Innanzitutto c’è il mare, il mare come simbolo di tantissime
cose: è metafora di libertà ma anche di conflitto e
di tormento, può rappresentare il flusso di coscienza; le
onde, con il loro andamento altalenante, simboleggiano
invece l’alternarsi dei casi della vita con i suoi alti e
bassi, il vortice rappresenta pericolo, minaccia. Grazie
al suo genio, Britten è stato capace, nella scrittura
vocale e orchestrale, di farci sentire sempre questo
mare intorno, “dentro”, che fa da cornice al tutto, ma è
anche un elemento vivo, palpitante, prende parte attiva
all’azione contro il protagonista. è veramente incredibile!
L’opera parla della cattiveria umana, del mobbing:
la persecuzione contro una persona, la sua emarginazione.
Lo fa in modo trascinante, travolgente.
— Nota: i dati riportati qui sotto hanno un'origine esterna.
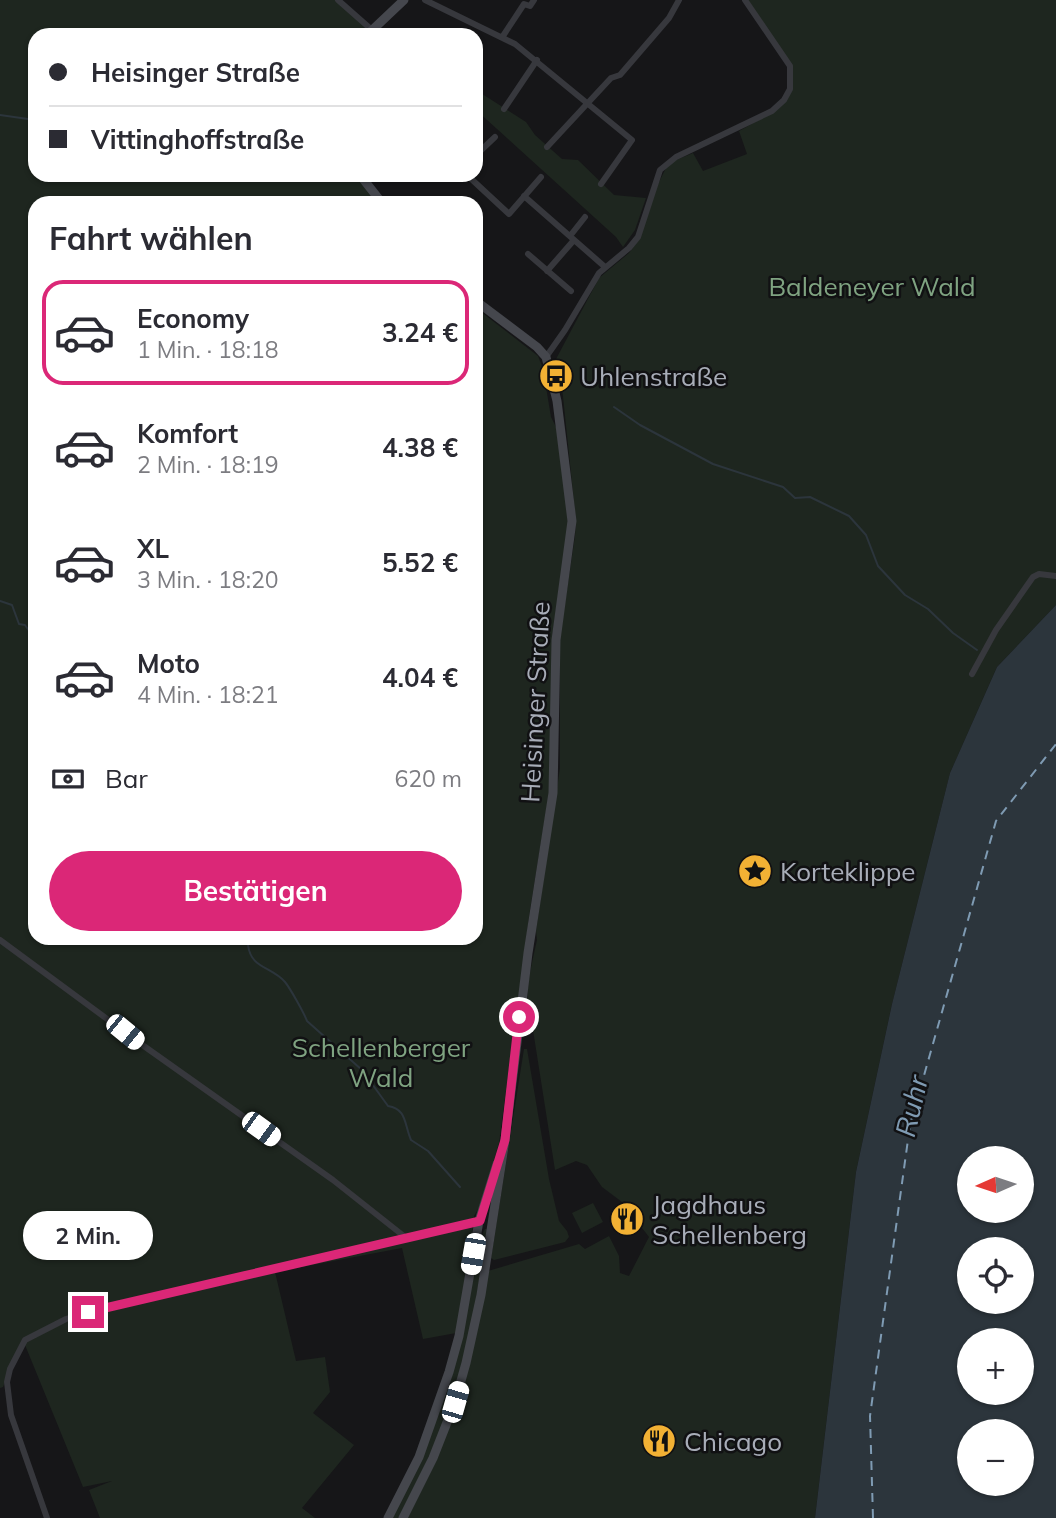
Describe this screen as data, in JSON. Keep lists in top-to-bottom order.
{
  "streets": {
    "main road": ["Heisinger Straße"]
  },
  "water": ["Ruhr"],
  "parks": ["Baldeneyer Wald", "Schellenberger Wald"],
  "places": {
    "bus stop": ["Uhlenstraße"],
    "place": ["Korteklippe"],
    "restaurant": ["Jagdhaus Schellenberg", "Chicago"]
  },
  "north": "left",
  "page": {
    "banner": ["Heisinger Straße", "Vittinghoffstraße"],
    "heading": "Fahrt wählen",
    "list": [
      {
        "name": "Economy",
        "note": "1 Min. · 18:18",
        "value": "3.24 €"
      },
      {
        "name": "Komfort",
        "note": "2 Min. · 18:19",
        "value": "4.38 €"
      },
      {
        "name": "XL",
        "note": "3 Min. · 18:20",
        "value": "5.52 €"
      },
      {
        "name": "Moto",
        "note": "4 Min. · 18:21",
        "value": "4.04 €"
      }
    ],
    "pay": ["Bar", "620 m"],
    "buttons": "Bestätigen",
    "map_buttons": ["+", "−"],
    "bubble": "2 Min."
  }
}
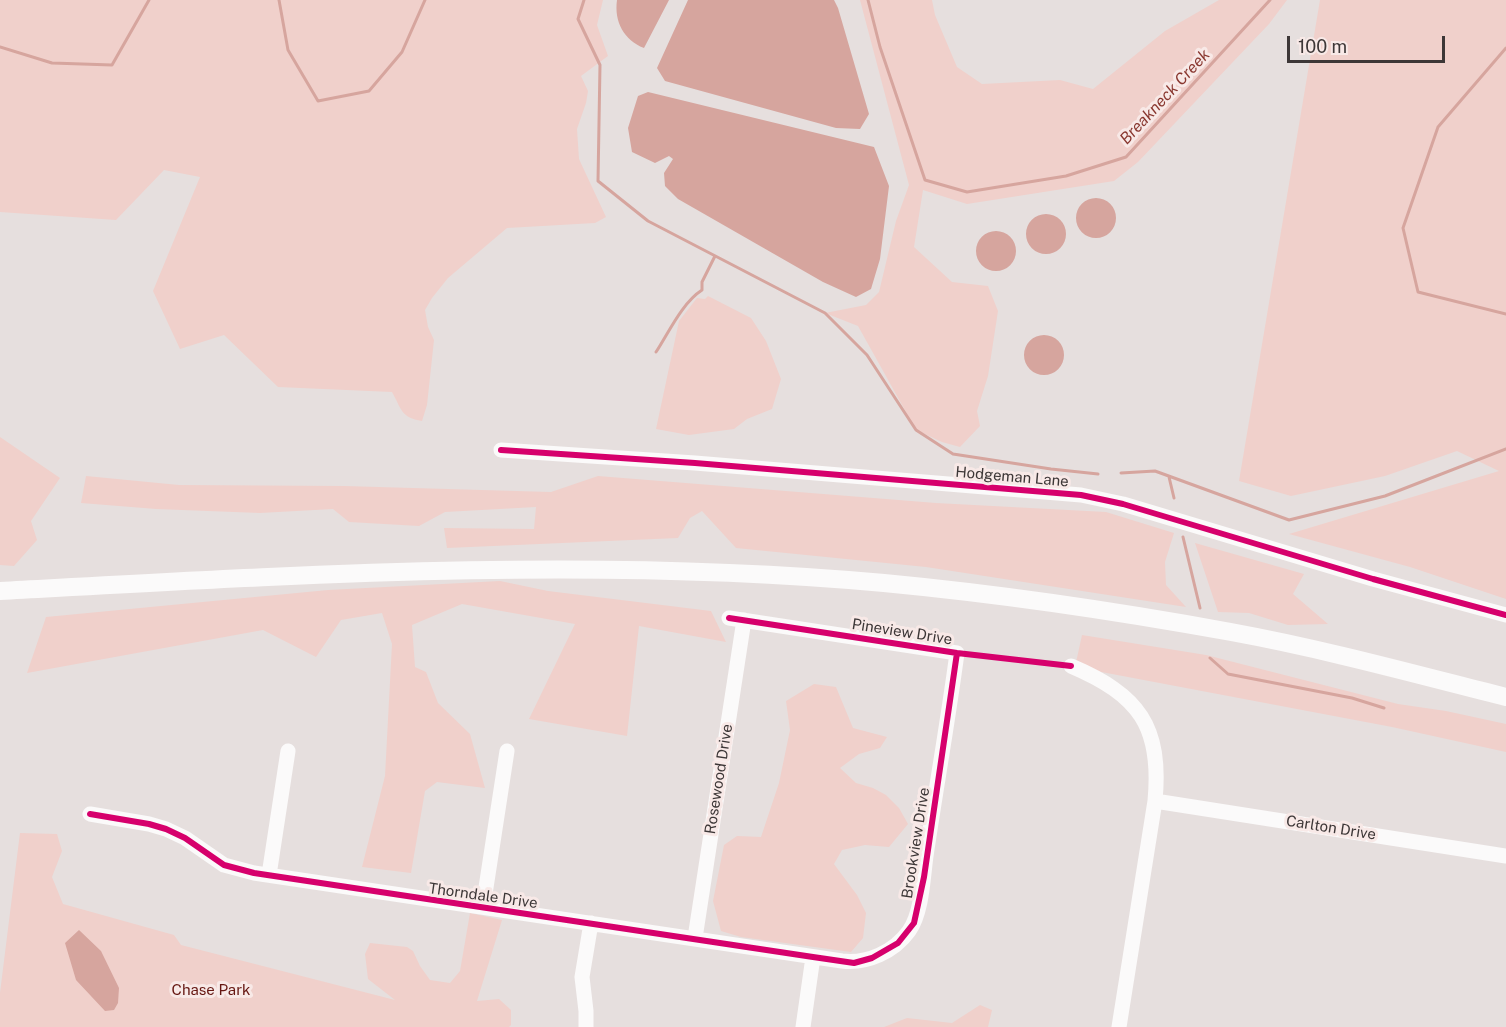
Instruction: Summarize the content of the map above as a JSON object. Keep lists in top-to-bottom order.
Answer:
{
  "streets": {
    "street": [
      "Hodgeman Lane",
      "Pineview Drive",
      "Rosewood Drive",
      "Carlton Drive",
      "Brookview Drive",
      "Thorndale Drive"
    ]
  },
  "crossings": [
    ["Pineview Drive", "Rosewood Drive"],
    ["Pineview Drive", "Brookview Drive"],
    ["Rosewood Drive", "Thorndale Drive"],
    ["Brookview Drive", "Thorndale Drive"]
  ],
  "water": ["Breakneck Creek"],
  "parks": ["Chase Park"],
  "scale_bar": "100 m"
}
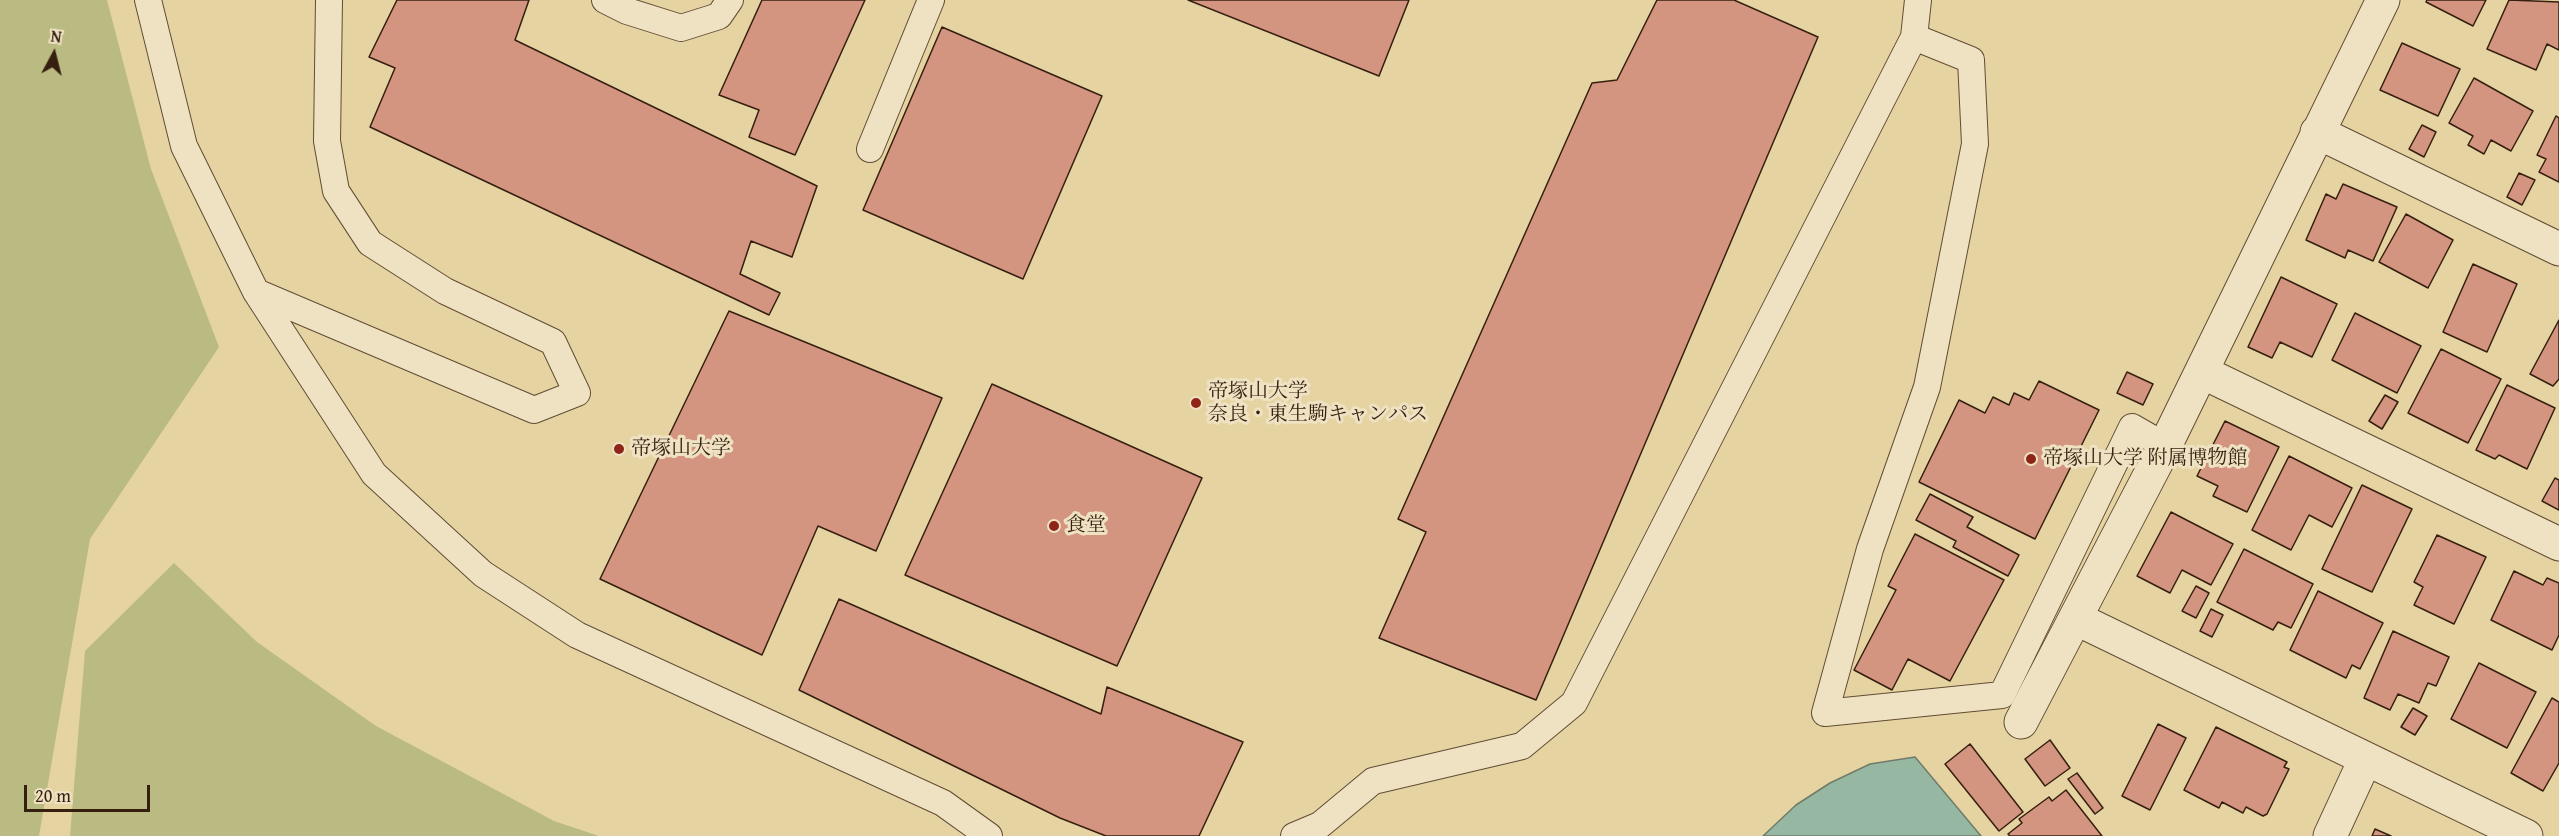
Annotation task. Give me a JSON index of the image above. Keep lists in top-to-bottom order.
{
  "places": [
    "帝塚山大学 奈良・東生駒キャンパス",
    "帝塚山大学",
    "帝塚山大学 附属博物館",
    "食堂"
  ],
  "scale_bar": "20 m",
  "north": "top"
}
Il protagonista
è un personaggio del nostro tempo, egli è stato
danneggiato psicologicamente e ha bisogno di spazio
e di comprensione, ma anche quando sembra ottenerle,
ciò non risolve la sua condizione. Naturalmente eseguiamo
l’opera in forma di concerto, ma il potere della
musica arriverà sicuramente al pubblico.
Il Peter Grimes è un’opera complessa e ambigua e Britten
sembra aver voluto lasciare in sospeso il giudizio sul
suo protagonista. Come scioglie l’enigma?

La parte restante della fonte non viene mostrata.